2. Aux termes de l’article L. 2132-2 du code général de la propriété des personnes publiques : « Les contraventions de grande voirie sont instituées par la loi ou par décret, selon le montant de l’amende encourue, en vue de la répression des manquements aux textes qui ont pour objet, pour les dépendances du domaine public n’appartenant pas à la voirie routière, la protection soit de l’intégrité ou de l’utilisation de ce domaine public, soit d’une servitude administrative mentionnée à l’article L. 2131-1. Elles sont constatées, poursuivies et réprimées par voie administrative ». Aux termes de l’article L. 2132-3 du même code : « Nul ne peut bâtir sur le domaine public maritime ou y réaliser quelque aménagement ou quelque ouvrage que ce soit sous peine de leur démolition, de confiscation des matériaux et d’amende ». Ces dispositions tendent à assurer, au moyen de l’action domaniale qu’elles instituent, la remise du domaine public maritime naturel dans un état conforme à son affectation publique en permettant aux autorités chargées de sa protection, notamment, d’ordonner à celui qui l’a édifié ou, à défaut, à la personne qui en a la garde, la démolition d’un ouvrage immobilier irrégulièrement implanté sur ce domaine. Dans le cas d’un tel ouvrage, le gardien est celui qui, en ayant la maîtrise effective, se comporte comme s’il en était le propriétaire. Ces dispositions habilitent également les autorités publiques à mettre en œuvre une action répressive, consistant dans le prononcé par le tribunal administratif d’une amende sanctionnant l’atteinte portée au domaine public maritime naturel par des constructions irrégulières.

3. Il résulte de l’instruction, et notamment du procès-verbal dressé le 6 mai 2024 par la direction de la mer de la Martinique, que M. A... a amarré son navire à des ouvrages irrégulièrement édifiés sur le domaine public maritime, et doit ainsi être regardé comme ayant eu l’usage de ces ouvrages. Il résulte toutefois également de l’instruction que M. A... n’est pas à l’origine de l’édification de ces ouvrages, qui ont été mis à sa disposition par un tiers, moyennant une redevance mensuelle, ce tiers se comportant comme le propriétaire de l’ouvrage. Dans ces conditions, M. A... ne peut être regardé comme ayant la garde de ces ouvrages, faute de disposer des pouvoirs de direction et de contrôle, lui permettant de prendre toutes dispositions pour faire cesser l’atteinte portée au domaine public.

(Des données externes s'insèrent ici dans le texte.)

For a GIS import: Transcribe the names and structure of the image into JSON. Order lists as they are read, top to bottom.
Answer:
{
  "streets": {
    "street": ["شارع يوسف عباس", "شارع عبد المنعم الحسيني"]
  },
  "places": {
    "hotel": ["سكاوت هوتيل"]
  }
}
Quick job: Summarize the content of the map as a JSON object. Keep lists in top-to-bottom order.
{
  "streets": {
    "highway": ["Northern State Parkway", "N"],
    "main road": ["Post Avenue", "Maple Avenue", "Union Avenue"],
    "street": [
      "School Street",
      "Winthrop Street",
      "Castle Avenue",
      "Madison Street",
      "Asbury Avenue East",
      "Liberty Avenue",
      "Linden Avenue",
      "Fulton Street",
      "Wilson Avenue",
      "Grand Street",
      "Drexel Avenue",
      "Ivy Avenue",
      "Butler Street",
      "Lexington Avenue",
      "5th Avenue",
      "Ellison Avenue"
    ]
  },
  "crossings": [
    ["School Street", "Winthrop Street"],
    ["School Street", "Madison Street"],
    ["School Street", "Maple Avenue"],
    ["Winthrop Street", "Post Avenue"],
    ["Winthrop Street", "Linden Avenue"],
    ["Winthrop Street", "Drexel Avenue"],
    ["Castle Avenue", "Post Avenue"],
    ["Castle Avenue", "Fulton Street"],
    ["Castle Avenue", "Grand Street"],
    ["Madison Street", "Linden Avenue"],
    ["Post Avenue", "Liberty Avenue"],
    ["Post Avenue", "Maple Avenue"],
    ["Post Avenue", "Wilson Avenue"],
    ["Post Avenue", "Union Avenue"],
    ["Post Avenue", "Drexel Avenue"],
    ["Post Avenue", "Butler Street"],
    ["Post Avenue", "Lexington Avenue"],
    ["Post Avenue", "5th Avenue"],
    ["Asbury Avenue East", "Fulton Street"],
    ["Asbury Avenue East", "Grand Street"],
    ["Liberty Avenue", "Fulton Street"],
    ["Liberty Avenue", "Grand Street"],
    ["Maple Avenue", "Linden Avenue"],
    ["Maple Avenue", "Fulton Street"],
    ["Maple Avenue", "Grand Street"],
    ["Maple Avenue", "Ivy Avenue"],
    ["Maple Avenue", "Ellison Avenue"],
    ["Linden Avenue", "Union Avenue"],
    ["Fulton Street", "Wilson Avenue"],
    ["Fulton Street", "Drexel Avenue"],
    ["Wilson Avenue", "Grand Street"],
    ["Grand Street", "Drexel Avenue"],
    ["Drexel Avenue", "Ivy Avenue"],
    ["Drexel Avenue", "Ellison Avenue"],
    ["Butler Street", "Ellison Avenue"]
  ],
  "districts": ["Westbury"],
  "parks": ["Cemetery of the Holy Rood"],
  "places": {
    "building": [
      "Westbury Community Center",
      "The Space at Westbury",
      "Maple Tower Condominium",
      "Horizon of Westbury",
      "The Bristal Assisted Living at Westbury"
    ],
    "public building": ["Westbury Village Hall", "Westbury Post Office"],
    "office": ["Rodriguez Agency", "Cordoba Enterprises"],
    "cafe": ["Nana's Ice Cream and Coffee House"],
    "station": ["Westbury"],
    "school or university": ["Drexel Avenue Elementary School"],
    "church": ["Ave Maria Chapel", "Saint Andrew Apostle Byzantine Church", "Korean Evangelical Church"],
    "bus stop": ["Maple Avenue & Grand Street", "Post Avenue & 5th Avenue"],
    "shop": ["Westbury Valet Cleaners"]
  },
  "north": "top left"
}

4. Il résulte de ce qui précède que M. A... ne peut être poursuivi pour contravention de grande voirie. Par suite, sans qu’il soit besoin d’examiner l’autre moyen opposé en défense par M. A..., celui-ci doit être relaxé des fins de la poursuite et, par voie de conséquence, les conclusions, tendant à ce qu’il lui soit enjoint, sous astreinte, de remettre les lieux en l’état, doivent également être rejetées.


D E C I D E :

Article 1er : M. A... est relaxé des fins de la poursuite.

Article 2 : Le surplus des conclusions du préfet de la Martinique est rejeté.

Article 3 : Le présent jugement sera adressé au préfet de la Martinique, pour notification à M. B... A..., dans les conditions prévues à l’article L. 774-6 du code de justice administrative.

Rendu public par mise à disposition au greffe le 25 septembre 2025.



Le magistrat désigné,

F. Lancelot
Le greffier,

J.-H. Minin




La République mande et ordonne au préfet de la Martinique, en ce qui le concerne, et à tous commissaires de justice à ce requis en ce qui concerne les voies de droit commun, contre les parties privées, de pourvoir à l’exécution de la présente décision.